*** Material shown ***
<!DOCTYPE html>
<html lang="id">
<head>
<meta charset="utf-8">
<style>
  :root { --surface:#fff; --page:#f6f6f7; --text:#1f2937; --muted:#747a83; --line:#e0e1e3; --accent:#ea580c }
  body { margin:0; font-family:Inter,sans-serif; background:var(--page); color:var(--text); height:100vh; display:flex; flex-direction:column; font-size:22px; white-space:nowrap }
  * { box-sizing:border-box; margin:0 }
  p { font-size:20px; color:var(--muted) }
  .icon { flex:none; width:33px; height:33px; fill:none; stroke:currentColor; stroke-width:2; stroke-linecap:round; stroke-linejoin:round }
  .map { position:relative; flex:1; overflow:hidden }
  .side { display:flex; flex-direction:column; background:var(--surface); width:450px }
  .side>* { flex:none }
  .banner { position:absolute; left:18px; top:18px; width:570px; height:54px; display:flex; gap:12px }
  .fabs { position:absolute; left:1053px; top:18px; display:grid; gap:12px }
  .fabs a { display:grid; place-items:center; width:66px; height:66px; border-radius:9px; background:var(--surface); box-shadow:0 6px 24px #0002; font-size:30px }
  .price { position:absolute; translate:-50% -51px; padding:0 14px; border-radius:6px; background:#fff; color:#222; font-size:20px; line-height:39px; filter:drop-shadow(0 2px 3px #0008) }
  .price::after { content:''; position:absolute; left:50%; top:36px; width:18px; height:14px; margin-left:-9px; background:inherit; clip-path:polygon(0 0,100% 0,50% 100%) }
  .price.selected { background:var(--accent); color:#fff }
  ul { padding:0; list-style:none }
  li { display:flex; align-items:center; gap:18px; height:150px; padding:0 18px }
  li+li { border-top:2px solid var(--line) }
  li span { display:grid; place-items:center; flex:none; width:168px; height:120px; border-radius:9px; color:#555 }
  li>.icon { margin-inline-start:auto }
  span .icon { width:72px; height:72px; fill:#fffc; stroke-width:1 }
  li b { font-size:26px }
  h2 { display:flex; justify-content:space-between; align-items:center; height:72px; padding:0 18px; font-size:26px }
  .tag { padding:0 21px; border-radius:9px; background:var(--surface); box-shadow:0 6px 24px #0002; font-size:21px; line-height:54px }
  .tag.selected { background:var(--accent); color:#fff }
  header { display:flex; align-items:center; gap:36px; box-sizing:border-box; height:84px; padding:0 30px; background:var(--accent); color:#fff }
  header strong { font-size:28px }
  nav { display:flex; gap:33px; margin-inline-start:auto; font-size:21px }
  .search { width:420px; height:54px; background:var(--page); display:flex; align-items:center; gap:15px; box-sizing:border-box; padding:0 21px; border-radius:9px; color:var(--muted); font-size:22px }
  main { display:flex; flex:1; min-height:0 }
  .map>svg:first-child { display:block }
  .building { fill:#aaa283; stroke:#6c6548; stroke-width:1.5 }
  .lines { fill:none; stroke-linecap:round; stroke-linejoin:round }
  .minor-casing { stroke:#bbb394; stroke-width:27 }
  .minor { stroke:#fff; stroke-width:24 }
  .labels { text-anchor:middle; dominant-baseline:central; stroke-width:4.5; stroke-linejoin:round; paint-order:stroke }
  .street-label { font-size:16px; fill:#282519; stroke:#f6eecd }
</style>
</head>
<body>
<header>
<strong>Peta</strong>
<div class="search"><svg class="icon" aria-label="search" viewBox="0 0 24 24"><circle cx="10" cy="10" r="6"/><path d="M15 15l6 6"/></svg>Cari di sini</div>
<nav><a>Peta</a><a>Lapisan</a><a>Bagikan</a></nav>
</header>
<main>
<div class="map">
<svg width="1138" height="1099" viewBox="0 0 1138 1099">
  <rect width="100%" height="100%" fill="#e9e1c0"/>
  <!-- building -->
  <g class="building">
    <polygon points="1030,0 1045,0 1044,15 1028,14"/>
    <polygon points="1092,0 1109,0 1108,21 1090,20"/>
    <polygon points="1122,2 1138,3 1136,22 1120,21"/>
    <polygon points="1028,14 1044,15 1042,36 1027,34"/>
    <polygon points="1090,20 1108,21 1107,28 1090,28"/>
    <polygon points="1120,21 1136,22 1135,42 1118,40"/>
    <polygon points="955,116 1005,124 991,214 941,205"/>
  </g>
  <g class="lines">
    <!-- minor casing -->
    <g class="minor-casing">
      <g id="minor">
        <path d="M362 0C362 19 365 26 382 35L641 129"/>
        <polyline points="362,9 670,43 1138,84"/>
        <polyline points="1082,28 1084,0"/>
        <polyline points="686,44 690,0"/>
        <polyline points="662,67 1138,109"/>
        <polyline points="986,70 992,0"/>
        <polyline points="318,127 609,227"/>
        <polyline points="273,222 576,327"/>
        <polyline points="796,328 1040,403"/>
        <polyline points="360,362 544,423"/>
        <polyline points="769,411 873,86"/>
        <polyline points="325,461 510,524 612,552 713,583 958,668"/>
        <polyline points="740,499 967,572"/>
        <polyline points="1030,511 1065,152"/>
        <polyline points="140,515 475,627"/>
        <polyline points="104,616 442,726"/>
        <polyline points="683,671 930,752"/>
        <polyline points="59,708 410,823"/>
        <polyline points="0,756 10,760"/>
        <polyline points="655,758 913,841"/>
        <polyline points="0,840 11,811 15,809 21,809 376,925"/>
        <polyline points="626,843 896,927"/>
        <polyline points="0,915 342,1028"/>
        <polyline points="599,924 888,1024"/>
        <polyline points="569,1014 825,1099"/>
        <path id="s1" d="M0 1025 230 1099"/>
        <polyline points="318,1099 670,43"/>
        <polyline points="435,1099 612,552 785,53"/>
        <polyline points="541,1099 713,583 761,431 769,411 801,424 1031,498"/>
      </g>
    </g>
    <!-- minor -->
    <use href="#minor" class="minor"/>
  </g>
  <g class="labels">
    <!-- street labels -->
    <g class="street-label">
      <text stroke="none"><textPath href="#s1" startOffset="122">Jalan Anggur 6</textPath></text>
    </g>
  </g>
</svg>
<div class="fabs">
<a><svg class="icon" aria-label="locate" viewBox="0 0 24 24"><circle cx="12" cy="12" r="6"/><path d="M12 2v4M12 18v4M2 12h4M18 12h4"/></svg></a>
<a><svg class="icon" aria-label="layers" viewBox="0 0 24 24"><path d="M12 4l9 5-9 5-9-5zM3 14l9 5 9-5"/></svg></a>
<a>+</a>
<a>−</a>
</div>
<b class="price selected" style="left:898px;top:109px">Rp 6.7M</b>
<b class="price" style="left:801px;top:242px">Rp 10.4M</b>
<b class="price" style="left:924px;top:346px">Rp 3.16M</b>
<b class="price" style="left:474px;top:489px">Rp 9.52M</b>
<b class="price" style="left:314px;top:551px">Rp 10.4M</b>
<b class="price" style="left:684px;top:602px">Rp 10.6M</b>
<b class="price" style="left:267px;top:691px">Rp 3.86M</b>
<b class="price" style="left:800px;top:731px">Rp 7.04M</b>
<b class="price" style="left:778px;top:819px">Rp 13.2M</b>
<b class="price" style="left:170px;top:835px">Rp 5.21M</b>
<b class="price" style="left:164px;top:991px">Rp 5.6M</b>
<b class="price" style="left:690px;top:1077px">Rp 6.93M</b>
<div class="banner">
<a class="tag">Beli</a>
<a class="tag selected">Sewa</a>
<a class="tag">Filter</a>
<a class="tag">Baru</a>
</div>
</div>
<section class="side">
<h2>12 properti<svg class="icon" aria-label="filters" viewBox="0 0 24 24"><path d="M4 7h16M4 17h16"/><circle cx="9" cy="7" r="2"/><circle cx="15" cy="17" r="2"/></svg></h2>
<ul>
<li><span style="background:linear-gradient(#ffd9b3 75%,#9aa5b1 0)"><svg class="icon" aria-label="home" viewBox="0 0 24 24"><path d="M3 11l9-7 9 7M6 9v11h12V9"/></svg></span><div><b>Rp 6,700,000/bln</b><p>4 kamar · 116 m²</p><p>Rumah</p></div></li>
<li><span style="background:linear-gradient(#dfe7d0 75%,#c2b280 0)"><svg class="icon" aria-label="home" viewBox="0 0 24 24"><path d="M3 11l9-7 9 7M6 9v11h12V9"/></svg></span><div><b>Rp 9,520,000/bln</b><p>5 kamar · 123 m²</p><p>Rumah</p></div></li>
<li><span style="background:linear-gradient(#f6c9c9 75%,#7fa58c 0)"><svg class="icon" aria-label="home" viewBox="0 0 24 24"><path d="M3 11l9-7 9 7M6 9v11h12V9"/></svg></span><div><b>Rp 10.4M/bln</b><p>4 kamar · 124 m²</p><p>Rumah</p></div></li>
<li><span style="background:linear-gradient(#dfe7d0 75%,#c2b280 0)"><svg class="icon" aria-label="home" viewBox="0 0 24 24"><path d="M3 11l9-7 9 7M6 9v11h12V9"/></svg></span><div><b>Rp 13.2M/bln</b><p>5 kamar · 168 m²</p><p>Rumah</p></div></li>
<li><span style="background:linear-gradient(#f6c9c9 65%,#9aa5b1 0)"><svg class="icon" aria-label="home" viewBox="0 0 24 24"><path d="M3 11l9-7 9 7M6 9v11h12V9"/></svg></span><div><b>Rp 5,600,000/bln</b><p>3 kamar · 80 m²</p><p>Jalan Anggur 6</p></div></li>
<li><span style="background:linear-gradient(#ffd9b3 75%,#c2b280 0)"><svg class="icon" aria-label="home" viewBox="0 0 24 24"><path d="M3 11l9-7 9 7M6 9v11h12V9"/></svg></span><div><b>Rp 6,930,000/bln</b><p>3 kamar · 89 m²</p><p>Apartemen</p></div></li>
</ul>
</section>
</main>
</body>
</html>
*** End of Material shown ***
■ Task details ■
Your task is to retype the entries verbatim, starting with the line that holds "fill:none; stroke-linecap:round; stroke-linejoin:round" and stopping after the line that holds "text-anchor:middle; dominant-baseline:central; stroke-width:4.5;".

■ Answer to the exercise ■
  .lines { fill:none; stroke-linecap:round; stroke-linejoin:round }
  .minor-casing { stroke:#bbb394; stroke-width:27 }
  .minor { stroke:#fff; stroke-width:24 }
  .labels { text-anchor:middle; dominant-baseline:central; stroke-width:4.5; stroke-linejoin:round; paint-order:stroke }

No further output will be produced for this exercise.